After a request by Councilmember Joe Deets in early July, the Bainbridge Island City Council heard a presentation from city management analyst Adam Nebenzahl at the July 15 council meeting reviewing the city’s waste management practices, including which ones council may want to amend following changes to the recycling process at the state level.
Waste reduction is a major tenet of the city’s Climate Action Plan, a suite of commitments ranging from mitigating greenhouse gas emissions to improving community resilience to rising sea levels. Part of the city’s effort has focused on reducing waste; both diverting recyclables and organic waste from going to the landfill, and minimizing the amount of waste produced by residences, industrial and commercial operations.
But as it stands, the city does not have very much influence over how its waste is processed once it’s collected, Nebenzahl explained; however, the city can control what goes into the trash, recycling and compost, and when those services are available.

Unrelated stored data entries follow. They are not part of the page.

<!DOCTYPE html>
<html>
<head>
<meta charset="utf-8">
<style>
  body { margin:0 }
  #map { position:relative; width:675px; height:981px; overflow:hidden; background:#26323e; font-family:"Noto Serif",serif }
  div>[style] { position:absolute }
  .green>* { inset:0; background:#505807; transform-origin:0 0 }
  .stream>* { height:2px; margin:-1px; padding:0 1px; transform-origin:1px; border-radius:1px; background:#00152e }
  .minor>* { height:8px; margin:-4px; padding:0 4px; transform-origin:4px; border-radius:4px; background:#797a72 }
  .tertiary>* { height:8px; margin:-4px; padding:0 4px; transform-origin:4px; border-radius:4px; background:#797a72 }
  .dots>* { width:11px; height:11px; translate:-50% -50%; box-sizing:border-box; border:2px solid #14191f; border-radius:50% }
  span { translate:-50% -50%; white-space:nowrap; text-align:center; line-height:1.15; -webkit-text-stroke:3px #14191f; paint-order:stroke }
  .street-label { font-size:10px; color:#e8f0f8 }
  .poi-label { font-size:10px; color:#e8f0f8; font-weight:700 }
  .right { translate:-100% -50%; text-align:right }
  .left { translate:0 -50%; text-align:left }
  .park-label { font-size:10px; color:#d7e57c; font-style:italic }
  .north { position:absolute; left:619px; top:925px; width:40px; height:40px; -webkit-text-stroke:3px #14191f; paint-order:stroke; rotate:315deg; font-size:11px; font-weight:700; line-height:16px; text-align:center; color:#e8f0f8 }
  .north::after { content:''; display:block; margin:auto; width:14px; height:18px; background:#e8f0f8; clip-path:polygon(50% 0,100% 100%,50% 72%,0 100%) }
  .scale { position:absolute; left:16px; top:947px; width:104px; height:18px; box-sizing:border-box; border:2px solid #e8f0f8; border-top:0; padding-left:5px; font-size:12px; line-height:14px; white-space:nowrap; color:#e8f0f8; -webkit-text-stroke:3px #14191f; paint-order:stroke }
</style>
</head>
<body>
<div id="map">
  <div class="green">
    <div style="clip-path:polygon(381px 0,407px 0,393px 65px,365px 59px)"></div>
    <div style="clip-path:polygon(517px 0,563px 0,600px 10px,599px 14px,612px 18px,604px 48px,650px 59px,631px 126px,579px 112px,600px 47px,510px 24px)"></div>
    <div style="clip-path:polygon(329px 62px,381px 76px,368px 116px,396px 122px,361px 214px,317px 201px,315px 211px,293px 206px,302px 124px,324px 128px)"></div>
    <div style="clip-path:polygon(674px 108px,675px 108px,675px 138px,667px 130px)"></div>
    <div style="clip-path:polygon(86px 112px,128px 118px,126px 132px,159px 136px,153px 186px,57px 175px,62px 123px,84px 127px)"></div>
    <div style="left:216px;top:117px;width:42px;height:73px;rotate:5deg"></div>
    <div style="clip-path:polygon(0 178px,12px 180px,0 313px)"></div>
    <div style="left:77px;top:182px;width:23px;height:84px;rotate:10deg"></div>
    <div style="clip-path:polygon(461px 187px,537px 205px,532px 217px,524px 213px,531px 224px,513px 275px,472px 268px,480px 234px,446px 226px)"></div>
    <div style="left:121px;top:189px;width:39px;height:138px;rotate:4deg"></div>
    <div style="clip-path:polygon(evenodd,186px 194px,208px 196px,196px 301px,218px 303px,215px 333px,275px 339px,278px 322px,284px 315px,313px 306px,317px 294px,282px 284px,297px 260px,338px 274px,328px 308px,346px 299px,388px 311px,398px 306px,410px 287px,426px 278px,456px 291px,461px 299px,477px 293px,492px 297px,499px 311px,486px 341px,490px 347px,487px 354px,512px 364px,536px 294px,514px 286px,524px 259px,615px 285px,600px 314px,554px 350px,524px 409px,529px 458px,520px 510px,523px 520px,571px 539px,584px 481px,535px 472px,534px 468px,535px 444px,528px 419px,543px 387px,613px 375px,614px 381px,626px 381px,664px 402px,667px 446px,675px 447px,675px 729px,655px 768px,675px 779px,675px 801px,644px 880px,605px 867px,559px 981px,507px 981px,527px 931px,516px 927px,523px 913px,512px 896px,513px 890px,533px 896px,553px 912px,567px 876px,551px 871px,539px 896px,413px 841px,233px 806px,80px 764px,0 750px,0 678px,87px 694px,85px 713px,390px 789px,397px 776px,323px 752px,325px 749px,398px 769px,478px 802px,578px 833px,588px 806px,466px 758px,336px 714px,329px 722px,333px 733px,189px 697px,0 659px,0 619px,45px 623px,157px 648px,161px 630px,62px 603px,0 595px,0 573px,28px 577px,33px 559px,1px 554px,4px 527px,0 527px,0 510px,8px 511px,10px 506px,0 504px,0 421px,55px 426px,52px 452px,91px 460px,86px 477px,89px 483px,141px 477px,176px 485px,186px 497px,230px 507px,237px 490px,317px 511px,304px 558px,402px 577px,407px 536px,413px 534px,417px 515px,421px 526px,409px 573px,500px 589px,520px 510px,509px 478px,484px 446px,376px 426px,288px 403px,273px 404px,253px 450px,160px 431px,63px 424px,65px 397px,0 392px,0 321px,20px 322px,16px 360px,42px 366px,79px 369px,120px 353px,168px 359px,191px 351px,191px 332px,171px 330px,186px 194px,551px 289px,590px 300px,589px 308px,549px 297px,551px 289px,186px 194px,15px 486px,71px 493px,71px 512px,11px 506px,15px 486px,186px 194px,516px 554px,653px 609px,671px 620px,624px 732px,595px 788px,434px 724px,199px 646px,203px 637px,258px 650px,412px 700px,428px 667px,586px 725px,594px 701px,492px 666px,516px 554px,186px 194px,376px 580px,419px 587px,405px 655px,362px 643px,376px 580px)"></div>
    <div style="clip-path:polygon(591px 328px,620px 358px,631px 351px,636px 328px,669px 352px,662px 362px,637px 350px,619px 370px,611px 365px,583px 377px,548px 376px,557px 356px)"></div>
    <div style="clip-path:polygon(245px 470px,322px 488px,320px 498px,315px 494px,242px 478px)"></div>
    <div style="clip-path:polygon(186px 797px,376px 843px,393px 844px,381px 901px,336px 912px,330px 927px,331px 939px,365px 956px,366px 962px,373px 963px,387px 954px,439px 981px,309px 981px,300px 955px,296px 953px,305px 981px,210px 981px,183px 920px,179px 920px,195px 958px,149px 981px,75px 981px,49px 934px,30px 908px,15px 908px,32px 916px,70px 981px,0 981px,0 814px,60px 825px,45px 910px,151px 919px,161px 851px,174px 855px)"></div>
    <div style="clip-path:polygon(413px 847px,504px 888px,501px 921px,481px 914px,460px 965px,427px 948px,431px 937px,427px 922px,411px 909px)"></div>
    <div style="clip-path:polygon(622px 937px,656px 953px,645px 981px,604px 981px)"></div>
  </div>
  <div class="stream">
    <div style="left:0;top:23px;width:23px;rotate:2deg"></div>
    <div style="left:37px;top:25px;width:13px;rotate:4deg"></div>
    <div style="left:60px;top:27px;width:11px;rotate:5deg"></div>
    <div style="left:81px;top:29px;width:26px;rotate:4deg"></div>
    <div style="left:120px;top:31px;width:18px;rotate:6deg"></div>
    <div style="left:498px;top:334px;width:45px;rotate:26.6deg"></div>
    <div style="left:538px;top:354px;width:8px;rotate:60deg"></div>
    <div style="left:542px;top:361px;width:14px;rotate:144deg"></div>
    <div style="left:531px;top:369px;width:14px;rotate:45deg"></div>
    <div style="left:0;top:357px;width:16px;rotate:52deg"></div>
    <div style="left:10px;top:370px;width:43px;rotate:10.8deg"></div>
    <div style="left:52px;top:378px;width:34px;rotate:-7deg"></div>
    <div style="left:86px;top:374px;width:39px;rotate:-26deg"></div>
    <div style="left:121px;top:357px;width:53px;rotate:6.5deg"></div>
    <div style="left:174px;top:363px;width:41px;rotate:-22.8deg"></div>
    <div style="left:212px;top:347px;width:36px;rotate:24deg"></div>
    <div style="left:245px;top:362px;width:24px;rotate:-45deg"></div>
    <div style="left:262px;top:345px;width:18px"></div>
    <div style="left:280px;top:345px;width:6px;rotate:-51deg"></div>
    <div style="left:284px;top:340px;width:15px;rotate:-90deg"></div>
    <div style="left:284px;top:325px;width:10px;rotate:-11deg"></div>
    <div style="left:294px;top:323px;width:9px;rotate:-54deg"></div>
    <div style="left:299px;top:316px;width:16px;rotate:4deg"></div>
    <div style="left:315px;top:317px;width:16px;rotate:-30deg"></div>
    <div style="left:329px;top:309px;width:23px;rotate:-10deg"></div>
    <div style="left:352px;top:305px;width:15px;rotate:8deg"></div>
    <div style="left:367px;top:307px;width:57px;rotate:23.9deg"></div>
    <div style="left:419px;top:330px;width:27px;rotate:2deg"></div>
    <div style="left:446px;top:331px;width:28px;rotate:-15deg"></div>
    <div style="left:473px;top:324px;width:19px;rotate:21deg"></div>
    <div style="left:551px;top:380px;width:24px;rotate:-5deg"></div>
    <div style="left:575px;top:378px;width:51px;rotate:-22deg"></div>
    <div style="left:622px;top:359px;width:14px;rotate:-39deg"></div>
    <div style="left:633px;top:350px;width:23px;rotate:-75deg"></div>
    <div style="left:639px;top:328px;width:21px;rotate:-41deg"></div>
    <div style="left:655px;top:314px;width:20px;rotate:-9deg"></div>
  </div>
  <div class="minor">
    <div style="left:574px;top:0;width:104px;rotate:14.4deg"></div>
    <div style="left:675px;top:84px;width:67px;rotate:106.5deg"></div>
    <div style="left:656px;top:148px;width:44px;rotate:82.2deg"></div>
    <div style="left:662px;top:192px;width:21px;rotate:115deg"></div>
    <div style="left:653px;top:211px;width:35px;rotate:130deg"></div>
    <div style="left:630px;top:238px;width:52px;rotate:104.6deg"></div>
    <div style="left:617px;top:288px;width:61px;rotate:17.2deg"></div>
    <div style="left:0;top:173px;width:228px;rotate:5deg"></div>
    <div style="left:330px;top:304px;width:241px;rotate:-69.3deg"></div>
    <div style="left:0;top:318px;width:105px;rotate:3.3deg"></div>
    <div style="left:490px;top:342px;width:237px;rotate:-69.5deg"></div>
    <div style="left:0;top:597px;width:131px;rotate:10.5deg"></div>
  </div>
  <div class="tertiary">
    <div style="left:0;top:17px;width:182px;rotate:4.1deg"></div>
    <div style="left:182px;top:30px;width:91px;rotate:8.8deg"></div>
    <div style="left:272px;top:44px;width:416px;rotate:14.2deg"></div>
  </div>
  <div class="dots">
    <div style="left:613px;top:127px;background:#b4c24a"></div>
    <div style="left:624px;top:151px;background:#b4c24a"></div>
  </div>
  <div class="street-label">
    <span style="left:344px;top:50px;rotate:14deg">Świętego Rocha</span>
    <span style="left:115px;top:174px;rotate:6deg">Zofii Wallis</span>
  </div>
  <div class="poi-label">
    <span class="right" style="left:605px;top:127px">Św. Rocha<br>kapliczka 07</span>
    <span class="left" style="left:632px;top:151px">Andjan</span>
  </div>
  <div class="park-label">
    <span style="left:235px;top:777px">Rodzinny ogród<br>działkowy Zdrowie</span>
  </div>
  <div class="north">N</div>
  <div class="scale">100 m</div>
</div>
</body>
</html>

“We’re limited to what the county can do and the facilities in the region,” Nebenzahl said.
After garbage day, trash from Bainbridge is shipped to a landfill in north-central Oregon; clean recycling is sorted at a transfer station in Bremerton and shipped overseas; and organics are taken to a compost facility in Belfair.
The city’s efforts to divert recycling and organic waste from the landfill has seen some progress — the level of contaminated organic waste from residential customers on BI is less than 5% — but because most of the waste-management process is not under city purview, some elements are still hard to measure.
“We don’t know what our contamination rate is for the things that are being picked up from our recycling; therefore, we’re unsure what level of our recycling is actually being diverted and not ending up in the landfill, at this point,” said Nebenzahl.
For each type of waste, the city may have to take a different action, but Nebenzahl proposed a few moves to start with: for regular trash, the city could finalize an agreement with a solid waste hauler; for recycling, it could add more items that can be recycled; for compost, it could add multi-family housing to its organic waste collection.
“We shouldn’t treat garbage like garbage,” said Deets. “I was taken aback by the info that so much of what we think, as a community, is being recycled, is actually going to the landfill.”